Copy the lines exactly as they appear, starting with the first line of the records and ending with the line that contains "-33px;filter:drop-shadow(0 1px 2px".

· · · ·

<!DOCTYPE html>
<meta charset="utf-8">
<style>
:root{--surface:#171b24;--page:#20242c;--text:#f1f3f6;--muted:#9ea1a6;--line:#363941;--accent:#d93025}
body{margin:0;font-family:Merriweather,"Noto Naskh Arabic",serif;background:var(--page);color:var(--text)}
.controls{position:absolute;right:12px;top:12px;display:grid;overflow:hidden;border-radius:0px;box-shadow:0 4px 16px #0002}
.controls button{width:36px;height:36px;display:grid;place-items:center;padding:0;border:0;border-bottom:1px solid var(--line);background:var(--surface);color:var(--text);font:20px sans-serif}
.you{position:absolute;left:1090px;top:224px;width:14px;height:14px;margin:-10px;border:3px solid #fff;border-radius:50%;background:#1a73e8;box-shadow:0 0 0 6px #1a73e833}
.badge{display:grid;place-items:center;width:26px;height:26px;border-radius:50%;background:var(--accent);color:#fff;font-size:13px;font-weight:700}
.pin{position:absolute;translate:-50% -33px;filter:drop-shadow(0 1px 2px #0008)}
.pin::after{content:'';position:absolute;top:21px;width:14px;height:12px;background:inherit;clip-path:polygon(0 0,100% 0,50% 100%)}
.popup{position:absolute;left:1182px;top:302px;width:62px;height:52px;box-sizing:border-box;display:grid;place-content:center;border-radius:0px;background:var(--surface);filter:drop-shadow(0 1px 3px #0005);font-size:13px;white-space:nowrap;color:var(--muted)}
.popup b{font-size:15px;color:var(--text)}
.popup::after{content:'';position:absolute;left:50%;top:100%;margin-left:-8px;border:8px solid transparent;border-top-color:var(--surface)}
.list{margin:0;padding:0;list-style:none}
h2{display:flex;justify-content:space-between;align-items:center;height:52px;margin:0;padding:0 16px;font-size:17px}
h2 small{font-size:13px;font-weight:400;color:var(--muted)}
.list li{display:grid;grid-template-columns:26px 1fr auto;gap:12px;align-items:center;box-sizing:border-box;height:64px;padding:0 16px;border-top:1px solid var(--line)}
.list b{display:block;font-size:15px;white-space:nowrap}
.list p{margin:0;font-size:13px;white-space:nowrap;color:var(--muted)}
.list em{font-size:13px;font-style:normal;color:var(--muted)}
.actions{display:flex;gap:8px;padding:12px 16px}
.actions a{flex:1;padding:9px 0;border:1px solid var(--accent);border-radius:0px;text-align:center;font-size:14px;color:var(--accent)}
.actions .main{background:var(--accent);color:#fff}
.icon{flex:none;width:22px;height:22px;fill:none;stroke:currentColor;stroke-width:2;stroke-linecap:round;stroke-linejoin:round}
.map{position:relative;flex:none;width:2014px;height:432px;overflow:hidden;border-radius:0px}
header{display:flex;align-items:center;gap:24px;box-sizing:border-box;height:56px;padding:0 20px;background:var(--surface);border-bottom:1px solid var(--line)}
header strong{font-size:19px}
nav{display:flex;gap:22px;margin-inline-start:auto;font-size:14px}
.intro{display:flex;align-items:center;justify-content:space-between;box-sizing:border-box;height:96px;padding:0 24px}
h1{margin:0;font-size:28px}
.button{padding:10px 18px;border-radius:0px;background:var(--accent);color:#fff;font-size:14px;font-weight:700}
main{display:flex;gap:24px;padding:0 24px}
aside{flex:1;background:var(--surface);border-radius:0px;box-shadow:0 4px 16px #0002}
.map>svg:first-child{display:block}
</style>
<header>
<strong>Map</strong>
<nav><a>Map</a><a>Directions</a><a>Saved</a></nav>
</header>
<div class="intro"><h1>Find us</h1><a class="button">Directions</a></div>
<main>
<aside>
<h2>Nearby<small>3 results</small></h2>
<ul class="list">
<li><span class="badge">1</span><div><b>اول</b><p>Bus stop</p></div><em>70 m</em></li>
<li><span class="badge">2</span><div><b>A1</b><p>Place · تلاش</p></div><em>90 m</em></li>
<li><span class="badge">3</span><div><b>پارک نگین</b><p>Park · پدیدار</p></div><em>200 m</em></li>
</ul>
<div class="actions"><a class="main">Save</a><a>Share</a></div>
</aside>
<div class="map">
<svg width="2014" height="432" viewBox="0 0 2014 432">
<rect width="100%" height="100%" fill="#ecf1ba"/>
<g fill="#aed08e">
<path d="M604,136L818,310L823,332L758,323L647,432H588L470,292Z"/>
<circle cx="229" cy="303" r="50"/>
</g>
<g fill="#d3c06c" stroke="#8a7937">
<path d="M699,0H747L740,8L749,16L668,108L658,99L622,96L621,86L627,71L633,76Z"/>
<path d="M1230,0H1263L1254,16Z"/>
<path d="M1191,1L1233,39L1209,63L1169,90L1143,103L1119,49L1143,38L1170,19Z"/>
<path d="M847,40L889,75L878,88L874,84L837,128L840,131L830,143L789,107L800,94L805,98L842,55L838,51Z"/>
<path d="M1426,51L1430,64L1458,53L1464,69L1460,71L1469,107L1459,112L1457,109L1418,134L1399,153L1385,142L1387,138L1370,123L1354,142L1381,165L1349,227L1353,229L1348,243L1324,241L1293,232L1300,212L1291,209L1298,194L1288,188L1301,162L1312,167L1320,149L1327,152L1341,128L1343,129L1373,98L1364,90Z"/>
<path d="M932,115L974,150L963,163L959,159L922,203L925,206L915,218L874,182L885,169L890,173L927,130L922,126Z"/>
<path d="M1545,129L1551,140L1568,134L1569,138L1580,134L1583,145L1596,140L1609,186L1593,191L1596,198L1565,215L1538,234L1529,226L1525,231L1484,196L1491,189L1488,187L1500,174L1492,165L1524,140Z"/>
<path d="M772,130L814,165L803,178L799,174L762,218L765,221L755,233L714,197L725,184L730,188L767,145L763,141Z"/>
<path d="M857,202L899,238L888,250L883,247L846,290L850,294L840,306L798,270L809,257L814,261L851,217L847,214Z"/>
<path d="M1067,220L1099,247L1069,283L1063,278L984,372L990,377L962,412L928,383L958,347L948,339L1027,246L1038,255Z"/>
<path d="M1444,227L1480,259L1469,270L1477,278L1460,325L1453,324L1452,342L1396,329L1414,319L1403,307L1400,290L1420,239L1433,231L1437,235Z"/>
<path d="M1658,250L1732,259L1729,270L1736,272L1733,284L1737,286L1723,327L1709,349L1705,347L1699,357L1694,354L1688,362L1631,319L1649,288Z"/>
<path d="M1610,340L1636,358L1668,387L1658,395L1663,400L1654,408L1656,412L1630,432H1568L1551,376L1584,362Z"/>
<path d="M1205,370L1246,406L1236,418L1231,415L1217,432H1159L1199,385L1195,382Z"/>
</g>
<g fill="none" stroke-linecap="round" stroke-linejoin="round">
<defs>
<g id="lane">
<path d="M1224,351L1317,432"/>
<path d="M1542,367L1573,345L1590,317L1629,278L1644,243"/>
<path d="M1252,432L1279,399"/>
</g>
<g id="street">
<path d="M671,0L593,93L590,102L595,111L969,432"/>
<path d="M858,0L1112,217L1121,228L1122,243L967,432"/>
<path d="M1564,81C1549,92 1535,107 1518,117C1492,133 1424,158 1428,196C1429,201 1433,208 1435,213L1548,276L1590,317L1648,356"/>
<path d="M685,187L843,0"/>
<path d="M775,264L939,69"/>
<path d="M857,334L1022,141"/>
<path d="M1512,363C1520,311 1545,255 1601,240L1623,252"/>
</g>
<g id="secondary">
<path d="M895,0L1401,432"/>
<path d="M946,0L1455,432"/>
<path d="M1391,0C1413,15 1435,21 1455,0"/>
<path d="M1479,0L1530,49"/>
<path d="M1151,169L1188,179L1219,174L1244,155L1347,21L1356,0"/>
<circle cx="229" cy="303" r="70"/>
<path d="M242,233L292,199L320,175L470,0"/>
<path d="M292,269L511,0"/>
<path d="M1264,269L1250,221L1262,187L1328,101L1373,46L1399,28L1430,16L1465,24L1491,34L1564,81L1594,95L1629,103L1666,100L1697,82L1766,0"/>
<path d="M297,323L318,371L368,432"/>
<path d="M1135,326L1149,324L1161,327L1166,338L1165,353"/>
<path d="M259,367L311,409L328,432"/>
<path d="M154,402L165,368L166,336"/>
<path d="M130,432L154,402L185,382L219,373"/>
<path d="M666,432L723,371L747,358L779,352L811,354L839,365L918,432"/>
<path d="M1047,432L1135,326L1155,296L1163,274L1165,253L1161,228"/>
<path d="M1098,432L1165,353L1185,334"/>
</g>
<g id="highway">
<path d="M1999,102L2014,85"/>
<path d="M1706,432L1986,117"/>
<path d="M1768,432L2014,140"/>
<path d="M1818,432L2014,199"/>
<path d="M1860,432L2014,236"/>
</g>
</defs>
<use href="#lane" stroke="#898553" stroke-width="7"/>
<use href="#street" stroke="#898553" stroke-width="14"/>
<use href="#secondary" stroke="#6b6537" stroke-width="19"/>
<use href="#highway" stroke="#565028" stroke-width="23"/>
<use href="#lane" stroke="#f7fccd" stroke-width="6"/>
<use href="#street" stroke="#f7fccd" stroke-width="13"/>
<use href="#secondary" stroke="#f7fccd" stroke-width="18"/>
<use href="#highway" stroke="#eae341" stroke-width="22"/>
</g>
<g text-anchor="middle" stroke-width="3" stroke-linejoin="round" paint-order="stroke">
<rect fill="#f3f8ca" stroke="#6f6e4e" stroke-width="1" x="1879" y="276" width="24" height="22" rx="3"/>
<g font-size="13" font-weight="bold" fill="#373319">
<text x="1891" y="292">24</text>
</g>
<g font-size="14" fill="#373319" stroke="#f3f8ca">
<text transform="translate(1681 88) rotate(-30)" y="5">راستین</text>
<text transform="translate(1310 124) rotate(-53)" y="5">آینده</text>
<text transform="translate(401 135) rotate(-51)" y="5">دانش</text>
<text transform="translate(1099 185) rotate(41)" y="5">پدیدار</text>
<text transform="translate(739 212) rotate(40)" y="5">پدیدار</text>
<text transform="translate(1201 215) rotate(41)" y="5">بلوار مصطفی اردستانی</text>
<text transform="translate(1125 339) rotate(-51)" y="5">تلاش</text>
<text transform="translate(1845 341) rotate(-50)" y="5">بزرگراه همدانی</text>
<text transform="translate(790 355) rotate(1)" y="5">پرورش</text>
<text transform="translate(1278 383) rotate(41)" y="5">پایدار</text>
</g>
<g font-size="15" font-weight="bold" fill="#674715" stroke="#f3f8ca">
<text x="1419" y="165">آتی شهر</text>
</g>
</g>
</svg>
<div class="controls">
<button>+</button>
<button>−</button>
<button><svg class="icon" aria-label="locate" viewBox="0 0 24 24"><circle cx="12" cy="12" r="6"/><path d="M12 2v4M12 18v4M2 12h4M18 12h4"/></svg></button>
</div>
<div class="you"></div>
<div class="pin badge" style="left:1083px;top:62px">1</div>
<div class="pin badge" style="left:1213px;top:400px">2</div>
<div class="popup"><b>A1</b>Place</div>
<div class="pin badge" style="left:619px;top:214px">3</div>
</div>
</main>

· · · ·

Written solution
<!DOCTYPE html>
<meta charset="utf-8">
<style>
:root{--surface:#171b24;--page:#20242c;--text:#f1f3f6;--muted:#9ea1a6;--line:#363941;--accent:#d93025}
body{margin:0;font-family:Merriweather,"Noto Naskh Arabic",serif;background:var(--page);color:var(--text)}
.controls{position:absolute;right:12px;top:12px;display:grid;overflow:hidden;border-radius:0px;box-shadow:0 4px 16px #0002}
.controls button{width:36px;height:36px;display:grid;place-items:center;padding:0;border:0;border-bottom:1px solid var(--line);background:var(--surface);color:var(--text);font:20px sans-serif}
.you{position:absolute;left:1090px;top:224px;width:14px;height:14px;margin:-10px;border:3px solid #fff;border-radius:50%;background:#1a73e8;box-shadow:0 0 0 6px #1a73e833}
.badge{display:grid;place-items:center;width:26px;height:26px;border-radius:50%;background:var(--accent);color:#fff;font-size:13px;font-weight:700}
.pin{position:absolute;translate:-50% -33px;filter:drop-shadow(0 1px 2px #0008)}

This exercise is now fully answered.